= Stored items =
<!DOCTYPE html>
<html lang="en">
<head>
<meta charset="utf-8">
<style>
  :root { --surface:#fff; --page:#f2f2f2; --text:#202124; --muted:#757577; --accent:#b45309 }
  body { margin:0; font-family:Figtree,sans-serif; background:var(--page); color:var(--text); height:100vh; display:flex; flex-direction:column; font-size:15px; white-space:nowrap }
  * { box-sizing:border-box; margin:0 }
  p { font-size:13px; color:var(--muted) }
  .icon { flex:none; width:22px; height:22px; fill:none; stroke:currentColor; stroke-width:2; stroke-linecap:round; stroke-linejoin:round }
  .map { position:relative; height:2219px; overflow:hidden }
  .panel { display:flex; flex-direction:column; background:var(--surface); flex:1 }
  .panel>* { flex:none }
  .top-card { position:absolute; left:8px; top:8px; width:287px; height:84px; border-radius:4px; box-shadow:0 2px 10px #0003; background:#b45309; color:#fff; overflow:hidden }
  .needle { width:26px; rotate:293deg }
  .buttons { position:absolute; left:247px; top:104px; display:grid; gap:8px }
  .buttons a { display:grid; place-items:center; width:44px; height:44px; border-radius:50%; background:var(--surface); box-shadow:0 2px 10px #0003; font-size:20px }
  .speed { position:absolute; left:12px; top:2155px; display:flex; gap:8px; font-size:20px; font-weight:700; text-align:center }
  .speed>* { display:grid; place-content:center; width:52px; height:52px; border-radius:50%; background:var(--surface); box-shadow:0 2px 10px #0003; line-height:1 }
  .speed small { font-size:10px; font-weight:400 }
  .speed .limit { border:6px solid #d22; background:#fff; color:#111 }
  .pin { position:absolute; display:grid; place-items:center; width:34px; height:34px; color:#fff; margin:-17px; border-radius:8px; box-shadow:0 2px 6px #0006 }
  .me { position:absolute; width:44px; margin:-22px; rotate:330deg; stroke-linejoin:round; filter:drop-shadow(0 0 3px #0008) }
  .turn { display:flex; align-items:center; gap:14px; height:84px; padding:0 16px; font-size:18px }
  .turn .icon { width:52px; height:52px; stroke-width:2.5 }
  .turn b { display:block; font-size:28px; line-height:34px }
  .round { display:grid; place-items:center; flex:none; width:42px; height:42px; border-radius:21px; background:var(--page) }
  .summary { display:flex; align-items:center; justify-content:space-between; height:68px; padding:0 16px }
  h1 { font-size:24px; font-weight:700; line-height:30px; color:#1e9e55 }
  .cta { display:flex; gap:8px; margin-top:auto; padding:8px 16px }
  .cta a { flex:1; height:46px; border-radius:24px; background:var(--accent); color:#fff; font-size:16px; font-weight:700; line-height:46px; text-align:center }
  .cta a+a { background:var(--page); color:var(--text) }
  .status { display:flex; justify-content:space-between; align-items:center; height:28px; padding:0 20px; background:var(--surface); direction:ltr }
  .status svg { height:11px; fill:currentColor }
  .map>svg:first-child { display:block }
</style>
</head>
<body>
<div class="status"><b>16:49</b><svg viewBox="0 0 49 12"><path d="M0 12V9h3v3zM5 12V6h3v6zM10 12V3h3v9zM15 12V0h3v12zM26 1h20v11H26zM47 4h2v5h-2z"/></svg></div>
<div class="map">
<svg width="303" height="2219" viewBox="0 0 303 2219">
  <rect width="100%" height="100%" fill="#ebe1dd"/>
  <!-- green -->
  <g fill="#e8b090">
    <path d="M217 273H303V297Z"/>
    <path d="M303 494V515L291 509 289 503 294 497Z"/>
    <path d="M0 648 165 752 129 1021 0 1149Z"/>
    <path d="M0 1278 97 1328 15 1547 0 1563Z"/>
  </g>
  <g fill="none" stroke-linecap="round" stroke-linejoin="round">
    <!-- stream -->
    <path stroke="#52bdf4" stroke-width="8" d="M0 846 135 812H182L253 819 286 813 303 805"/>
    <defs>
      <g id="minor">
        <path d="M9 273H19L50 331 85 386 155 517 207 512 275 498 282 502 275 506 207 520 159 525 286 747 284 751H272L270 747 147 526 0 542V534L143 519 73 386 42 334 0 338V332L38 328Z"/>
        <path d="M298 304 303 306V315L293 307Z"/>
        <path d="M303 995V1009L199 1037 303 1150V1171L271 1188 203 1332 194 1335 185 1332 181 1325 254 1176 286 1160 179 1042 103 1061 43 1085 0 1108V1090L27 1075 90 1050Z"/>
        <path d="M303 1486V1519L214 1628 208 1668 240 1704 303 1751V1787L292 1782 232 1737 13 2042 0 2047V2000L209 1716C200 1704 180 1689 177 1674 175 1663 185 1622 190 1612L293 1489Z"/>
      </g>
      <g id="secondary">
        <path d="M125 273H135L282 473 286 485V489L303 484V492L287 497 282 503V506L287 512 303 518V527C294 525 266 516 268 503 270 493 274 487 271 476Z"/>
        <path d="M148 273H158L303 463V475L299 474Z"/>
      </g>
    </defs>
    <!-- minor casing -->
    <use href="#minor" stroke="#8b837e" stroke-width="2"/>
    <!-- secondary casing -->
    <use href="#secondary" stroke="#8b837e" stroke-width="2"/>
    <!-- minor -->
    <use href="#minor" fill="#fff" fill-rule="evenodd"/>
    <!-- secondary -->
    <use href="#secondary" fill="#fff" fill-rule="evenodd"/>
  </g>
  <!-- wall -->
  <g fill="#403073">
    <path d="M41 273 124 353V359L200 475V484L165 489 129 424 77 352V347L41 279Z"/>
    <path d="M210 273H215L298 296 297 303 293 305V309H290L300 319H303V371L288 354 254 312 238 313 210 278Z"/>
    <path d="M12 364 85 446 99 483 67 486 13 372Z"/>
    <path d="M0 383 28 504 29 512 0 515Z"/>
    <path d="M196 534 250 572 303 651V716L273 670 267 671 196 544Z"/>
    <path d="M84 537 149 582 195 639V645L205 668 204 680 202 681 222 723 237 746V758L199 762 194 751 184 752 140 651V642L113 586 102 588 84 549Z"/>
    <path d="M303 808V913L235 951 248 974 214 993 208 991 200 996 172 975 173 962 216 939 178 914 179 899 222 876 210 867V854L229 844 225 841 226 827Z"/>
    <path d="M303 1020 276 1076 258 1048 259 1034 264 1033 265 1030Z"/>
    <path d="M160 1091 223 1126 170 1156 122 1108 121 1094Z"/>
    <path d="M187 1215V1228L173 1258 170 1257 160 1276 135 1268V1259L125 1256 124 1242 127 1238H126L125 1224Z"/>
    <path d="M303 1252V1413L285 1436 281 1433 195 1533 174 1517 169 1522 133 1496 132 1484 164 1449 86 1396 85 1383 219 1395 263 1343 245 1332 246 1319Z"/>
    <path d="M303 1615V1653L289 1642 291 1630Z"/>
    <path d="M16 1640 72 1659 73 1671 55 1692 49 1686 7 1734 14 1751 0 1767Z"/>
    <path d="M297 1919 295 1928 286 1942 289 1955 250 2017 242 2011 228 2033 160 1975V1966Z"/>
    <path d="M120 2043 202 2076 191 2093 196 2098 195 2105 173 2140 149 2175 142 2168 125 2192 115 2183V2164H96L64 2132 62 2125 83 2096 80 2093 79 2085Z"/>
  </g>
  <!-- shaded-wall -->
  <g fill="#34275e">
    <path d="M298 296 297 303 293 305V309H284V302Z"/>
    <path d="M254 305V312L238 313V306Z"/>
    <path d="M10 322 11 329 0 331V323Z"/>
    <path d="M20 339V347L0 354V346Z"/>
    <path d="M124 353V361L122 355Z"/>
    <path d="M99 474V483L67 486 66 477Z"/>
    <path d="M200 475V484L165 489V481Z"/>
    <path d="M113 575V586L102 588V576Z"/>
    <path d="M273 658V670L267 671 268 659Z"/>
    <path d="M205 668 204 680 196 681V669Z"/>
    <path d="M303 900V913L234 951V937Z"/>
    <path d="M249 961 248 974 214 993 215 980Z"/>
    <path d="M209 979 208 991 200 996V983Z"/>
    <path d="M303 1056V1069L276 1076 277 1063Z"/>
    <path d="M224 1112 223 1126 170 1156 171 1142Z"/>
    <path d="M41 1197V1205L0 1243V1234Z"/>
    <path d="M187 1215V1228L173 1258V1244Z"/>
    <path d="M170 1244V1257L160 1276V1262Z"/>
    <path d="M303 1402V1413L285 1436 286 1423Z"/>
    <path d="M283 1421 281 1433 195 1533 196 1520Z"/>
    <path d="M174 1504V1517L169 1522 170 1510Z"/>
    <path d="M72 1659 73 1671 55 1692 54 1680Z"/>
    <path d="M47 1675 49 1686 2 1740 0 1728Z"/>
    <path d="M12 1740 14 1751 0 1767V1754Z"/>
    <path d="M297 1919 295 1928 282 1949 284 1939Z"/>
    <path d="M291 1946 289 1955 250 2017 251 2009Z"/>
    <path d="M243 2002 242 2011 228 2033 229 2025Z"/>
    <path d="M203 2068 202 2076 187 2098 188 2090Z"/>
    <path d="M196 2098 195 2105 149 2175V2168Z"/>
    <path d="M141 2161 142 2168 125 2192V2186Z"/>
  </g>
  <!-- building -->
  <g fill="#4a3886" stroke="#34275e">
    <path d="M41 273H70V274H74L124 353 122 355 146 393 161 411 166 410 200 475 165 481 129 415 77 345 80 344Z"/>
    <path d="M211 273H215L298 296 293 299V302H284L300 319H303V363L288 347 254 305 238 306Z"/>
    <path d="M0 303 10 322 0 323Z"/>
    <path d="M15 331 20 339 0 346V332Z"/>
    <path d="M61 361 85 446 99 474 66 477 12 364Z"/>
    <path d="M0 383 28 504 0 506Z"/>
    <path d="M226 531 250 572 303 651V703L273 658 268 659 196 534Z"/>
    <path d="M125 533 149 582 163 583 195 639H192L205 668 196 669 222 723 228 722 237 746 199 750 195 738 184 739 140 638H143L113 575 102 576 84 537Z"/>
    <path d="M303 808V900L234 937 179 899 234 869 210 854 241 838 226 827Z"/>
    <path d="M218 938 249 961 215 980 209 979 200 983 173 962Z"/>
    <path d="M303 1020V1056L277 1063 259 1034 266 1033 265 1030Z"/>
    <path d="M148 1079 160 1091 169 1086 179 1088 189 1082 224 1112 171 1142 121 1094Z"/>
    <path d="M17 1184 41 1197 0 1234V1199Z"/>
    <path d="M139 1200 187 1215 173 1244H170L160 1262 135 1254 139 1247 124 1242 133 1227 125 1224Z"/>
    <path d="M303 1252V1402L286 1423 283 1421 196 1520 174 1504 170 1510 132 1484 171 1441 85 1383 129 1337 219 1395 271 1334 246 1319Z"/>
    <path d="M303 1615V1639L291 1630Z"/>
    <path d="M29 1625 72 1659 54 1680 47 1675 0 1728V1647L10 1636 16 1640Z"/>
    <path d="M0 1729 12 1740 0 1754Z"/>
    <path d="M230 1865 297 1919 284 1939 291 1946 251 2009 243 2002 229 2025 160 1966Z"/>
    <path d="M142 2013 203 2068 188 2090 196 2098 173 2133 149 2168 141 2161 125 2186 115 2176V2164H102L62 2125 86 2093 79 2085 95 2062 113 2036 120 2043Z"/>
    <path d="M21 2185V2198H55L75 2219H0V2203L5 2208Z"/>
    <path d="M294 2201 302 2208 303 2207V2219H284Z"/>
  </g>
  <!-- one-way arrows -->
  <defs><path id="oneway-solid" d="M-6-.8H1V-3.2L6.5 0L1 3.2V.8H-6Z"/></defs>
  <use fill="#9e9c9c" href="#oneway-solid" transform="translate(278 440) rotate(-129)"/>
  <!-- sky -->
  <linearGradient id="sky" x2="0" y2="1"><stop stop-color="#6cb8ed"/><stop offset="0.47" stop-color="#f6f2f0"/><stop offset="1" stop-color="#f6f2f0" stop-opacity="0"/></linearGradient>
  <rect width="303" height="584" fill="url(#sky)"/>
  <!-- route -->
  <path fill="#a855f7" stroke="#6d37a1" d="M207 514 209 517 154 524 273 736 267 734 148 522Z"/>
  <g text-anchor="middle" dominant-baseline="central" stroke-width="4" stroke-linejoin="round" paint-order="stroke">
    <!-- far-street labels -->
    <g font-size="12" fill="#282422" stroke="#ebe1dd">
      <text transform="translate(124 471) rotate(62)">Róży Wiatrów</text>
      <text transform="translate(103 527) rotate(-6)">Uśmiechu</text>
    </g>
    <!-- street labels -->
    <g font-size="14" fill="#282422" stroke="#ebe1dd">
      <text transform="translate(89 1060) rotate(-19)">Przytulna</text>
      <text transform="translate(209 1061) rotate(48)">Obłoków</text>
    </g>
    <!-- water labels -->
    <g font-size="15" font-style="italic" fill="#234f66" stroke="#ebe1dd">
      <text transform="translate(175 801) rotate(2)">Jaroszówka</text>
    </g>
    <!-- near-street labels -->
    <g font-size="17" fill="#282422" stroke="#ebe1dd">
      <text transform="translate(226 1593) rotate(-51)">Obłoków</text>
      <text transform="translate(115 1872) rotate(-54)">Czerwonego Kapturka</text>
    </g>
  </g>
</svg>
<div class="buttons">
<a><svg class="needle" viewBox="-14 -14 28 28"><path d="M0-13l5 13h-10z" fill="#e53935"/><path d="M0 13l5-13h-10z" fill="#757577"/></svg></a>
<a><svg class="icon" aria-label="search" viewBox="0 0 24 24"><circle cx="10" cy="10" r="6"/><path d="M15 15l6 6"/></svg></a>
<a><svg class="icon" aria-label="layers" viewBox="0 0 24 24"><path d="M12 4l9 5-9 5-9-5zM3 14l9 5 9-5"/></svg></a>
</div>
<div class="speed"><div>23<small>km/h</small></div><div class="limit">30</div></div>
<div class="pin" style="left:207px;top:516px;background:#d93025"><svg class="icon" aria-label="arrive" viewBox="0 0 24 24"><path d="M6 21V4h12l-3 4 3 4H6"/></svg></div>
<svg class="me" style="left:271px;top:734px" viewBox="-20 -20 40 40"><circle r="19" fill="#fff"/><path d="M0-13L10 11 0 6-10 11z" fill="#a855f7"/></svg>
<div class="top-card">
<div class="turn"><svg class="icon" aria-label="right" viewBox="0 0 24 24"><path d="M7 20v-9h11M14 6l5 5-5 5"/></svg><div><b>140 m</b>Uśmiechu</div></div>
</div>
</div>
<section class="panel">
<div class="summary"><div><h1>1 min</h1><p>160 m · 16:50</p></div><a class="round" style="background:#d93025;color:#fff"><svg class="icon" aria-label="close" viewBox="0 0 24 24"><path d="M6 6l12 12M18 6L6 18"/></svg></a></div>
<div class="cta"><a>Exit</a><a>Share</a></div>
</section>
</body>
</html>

= Task statement =
Search each line of the data above for "position", and copy the lines where it occurs.

= Solution to this task =
  .map { position:relative; height:2219px; overflow:hidden }
  .top-card { position:absolute; left:8px; top:8px; width:287px; height:84px; border-radius:4px; box-shadow:0 2px 10px #0003; background:#b45309; color:#fff; overflow:hidden }
  .buttons { position:absolute; left:247px; top:104px; display:grid; gap:8px }
  .speed { position:absolute; left:12px; top:2155px; display:flex; gap:8px; font-size:20px; font-weight:700; text-align:center }
  .pin { position:absolute; display:grid; place-items:center; width:34px; height:34px; color:#fff; margin:-17px; border-radius:8px; box-shadow:0 2px 6px #0006 }
  .me { position:absolute; width:44px; margin:-22px; rotate:330deg; stroke-linejoin:round; filter:drop-shadow(0 0 3px #0008) }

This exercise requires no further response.